I checked Activity Monitor. The com.apple.BKAgentService.xpc service was running. I executed a Force Quit and then deleted it using Finder.


I used AppCleaner to delete the iBooks program from the Applications folder. I emptied my trash, restarted iTunes, and could see my books in iTunes once again. All is good with Yosemite 10.10.3 for those of us who hate iBooks.


Steven

Apr 8, 2015 3:10 PM in response to StoneSoup

Yep. As I said in my last post, I set-up 'Simon' to monitor my iBooks stuff and of course after the upgrade it all went red, but I followed the few steps from my last post and as I did - each check went green and after a few minutes work all is well again and iBooks is no more.


What a relief!


(The containers were back again as well, but thankfully I knew to zap them this time so everything was fine).

Apr 8, 2015 3:16 PM in response to gmeddy

Sorry, missed this.


Glad you managed to sort it though, I'm replying here just for completeness.


Stonesoup is correct, you might have to tell zapper not to protect apple apps (I do). I think you also must have killed the service first otherwise it will get ratty. Assuming that you do both of those then you should be fine and iBooks should be a distant memory in no time ;-)


I'll tweak my post with the summary to note this just so it's all in one place. - Actually I won't - it won't let me edit it any more. *sigh*

Apr 18, 2015 6:27 AM in response to Mark Armitage

Thanks so much for your input Mark

I am now running 10.10.3 and iTune 12.1.2.27 and have returned both my epubs and my PDFs to iTunes.

I have extra question though.

If i look in ~/Library/Containers/com.apple.BKAgentService/Data/Documents/iBooks/Books

my epubs and PDFs are also located there.

Are these copies? Should i delete this folder also?

If so, which folder exactly?

Thanks in advance, maybe I missed a step...??

Apr 18, 2015 6:37 AM in response to craigriches

In iTunes, select a book/PDF, right click it and show in finder. Make sure that all the books/PDF's are shown in that location and that it isn't the container directory!

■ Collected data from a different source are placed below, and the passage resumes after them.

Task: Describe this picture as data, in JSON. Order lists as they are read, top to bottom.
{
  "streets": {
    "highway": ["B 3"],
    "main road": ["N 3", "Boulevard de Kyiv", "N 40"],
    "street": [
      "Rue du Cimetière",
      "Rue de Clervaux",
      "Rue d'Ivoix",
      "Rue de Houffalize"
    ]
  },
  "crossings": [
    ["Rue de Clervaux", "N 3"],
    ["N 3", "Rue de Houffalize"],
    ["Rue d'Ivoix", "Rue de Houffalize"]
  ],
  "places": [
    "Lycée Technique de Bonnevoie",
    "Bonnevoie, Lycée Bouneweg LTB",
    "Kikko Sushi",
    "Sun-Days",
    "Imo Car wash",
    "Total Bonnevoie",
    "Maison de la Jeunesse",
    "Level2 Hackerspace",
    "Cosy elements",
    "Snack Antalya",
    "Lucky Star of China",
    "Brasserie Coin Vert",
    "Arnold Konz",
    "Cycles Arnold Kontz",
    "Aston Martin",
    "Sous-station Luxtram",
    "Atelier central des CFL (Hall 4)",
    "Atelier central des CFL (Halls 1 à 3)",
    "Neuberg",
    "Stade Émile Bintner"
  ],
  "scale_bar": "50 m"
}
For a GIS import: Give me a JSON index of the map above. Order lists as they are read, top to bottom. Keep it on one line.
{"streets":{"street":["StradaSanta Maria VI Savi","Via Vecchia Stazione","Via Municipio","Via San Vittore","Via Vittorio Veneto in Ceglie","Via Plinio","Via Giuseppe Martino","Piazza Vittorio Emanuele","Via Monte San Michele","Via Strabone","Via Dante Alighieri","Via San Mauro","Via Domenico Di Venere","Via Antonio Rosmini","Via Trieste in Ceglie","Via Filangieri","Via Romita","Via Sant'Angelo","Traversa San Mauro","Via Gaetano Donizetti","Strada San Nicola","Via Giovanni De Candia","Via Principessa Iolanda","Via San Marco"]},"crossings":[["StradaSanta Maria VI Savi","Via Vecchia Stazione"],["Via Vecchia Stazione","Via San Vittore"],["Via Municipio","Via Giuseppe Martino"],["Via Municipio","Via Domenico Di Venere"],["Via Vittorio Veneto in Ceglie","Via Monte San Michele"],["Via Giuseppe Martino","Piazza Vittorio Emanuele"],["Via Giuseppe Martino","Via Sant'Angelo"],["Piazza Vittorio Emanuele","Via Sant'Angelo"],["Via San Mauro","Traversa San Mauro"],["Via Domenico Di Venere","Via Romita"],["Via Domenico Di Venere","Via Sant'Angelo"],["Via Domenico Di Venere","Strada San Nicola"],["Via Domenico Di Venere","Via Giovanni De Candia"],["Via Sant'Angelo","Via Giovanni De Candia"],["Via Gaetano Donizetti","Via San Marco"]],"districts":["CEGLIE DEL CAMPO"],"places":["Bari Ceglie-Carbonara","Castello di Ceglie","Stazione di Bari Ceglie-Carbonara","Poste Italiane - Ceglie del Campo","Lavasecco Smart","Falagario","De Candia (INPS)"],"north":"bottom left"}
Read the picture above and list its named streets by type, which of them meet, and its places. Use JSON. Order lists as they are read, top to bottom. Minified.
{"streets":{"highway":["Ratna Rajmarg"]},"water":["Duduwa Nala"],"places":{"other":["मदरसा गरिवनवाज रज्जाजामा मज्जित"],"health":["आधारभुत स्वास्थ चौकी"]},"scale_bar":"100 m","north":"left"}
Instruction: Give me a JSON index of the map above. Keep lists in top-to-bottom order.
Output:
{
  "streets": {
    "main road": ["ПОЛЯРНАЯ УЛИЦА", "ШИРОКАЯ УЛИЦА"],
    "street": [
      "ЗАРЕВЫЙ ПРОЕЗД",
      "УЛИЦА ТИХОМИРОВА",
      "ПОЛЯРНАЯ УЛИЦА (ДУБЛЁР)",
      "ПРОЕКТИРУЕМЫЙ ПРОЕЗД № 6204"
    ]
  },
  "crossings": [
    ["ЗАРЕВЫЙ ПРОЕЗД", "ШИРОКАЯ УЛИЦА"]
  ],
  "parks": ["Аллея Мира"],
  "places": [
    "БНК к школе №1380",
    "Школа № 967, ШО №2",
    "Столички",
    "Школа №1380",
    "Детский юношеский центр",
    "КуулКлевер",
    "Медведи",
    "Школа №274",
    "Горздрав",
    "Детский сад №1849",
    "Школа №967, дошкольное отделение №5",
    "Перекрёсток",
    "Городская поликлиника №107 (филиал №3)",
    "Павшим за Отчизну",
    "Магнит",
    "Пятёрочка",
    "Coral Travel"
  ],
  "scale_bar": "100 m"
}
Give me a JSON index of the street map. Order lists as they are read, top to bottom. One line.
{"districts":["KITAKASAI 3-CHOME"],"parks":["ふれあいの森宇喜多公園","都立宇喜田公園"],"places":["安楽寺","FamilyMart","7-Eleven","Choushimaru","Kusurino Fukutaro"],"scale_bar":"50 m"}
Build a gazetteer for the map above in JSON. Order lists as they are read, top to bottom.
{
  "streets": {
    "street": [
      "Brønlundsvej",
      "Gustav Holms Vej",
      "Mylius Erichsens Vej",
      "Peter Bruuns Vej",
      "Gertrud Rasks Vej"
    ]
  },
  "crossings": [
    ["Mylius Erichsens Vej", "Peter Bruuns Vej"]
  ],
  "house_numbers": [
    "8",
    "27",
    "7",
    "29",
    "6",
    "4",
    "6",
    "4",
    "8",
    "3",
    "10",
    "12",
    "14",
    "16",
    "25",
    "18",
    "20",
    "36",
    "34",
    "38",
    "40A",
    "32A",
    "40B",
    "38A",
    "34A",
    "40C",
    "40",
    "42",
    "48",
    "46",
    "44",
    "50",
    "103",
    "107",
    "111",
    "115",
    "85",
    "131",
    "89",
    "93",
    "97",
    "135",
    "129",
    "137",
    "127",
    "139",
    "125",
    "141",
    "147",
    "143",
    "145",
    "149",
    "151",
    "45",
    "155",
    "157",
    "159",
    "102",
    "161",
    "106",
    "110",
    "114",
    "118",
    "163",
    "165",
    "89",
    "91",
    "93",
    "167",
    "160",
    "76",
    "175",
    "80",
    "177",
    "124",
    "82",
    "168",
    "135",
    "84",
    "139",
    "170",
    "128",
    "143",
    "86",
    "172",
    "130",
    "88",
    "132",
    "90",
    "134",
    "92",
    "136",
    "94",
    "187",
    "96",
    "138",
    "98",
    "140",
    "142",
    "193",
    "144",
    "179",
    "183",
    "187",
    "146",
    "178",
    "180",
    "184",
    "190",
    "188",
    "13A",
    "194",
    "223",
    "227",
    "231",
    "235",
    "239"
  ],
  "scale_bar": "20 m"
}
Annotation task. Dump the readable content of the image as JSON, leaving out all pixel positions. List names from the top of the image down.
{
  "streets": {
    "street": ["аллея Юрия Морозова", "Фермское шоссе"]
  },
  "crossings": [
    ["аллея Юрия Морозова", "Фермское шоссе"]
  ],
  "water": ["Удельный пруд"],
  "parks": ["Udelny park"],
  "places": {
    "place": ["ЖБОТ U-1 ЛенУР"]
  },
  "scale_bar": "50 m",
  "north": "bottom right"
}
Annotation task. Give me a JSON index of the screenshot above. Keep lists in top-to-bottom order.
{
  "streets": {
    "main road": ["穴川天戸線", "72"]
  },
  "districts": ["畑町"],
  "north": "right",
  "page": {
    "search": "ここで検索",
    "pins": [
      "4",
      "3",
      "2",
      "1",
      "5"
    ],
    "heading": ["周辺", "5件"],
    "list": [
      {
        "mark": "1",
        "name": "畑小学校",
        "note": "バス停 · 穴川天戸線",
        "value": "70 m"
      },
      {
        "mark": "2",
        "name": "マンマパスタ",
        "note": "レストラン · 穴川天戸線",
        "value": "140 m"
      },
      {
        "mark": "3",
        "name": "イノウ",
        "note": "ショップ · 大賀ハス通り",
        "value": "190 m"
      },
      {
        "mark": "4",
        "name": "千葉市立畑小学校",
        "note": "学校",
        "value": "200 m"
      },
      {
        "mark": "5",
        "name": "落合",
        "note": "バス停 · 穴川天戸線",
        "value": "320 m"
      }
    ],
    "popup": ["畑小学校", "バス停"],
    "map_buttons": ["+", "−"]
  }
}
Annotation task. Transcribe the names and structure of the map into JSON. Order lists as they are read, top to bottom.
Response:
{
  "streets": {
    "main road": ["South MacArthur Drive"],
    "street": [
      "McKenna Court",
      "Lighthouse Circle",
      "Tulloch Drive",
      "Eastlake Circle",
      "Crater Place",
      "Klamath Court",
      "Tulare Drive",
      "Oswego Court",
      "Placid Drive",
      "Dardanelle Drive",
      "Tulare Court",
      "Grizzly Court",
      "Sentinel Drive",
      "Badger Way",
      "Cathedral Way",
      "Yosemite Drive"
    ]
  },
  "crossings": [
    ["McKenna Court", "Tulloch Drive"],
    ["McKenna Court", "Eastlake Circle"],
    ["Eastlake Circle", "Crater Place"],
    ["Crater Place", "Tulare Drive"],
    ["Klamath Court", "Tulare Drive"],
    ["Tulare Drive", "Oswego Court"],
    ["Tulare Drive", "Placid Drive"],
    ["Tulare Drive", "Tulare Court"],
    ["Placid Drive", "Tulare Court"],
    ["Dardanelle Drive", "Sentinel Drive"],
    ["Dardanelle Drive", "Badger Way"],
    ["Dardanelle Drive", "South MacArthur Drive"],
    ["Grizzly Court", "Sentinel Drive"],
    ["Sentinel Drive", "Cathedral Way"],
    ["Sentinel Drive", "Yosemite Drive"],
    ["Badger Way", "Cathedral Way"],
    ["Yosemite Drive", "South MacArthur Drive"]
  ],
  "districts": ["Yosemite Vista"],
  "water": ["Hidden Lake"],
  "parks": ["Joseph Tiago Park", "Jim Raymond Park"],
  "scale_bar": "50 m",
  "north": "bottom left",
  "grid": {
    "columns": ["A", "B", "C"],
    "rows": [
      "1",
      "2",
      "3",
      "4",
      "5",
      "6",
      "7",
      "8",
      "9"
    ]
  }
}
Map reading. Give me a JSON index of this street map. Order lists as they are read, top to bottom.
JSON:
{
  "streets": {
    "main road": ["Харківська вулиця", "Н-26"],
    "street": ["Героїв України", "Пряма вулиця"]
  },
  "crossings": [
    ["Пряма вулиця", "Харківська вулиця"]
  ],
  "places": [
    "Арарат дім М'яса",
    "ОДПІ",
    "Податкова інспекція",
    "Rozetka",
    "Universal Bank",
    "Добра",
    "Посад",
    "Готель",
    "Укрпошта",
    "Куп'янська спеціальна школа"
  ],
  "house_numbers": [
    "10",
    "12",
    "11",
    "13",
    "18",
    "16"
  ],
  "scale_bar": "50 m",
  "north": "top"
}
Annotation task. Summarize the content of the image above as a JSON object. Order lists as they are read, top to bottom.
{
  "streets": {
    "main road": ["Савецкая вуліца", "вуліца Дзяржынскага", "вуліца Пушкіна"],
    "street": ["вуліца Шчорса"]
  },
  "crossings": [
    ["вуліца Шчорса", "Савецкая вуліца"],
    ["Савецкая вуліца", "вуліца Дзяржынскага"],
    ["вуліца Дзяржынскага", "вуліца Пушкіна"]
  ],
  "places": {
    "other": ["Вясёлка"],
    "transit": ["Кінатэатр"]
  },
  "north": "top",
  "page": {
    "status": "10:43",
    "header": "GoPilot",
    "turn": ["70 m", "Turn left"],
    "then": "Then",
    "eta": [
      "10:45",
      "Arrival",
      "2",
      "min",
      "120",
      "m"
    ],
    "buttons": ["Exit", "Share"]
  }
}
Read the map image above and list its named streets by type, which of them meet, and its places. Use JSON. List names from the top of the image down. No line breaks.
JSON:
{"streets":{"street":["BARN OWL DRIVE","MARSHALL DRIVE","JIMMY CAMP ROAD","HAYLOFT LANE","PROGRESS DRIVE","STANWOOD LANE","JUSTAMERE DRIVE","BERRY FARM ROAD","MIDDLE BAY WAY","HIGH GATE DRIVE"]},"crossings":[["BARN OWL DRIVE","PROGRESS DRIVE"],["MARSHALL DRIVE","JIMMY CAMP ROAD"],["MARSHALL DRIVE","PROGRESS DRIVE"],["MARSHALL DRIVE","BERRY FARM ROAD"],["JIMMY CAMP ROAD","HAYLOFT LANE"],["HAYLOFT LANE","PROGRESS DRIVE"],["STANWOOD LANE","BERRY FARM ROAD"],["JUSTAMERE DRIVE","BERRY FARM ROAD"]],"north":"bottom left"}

If everything is okay then delete the container directory, but I would suggest first that you close iTunes, compress that container directory and move the zip file somewhere safe. Then re-open iTunes and check that everything is still there and accessible.

My main issue with iBooks is that it copies my files to that directory which has to be on the internal System disk. I don't have that kind of space to waste. So, yes, they *SHOULD* be just copies but it doesn't hurt to make sure first ;-)

Apr 18, 2015 7:08 AM in response to Mark Armitage

checked them out and the EPUBs were in the Container Folder, but all my PDF's were located in the iTunes Media folder, which was a bit weird.

So I deleted the ones from the Container Folder and re-imported from another source and lo and behold they are stored now in the iTunes folder! 🙂

Can I safely delete this folder now? ~/Library/Containers/com.apple.BKAgentService/Data/Documents/iBooks/Books? If so, what do I delete? /iBooks/Books or more than that? Do I delete all the way back to com.apple.BKAgentService? I'm not sure if it is still needed.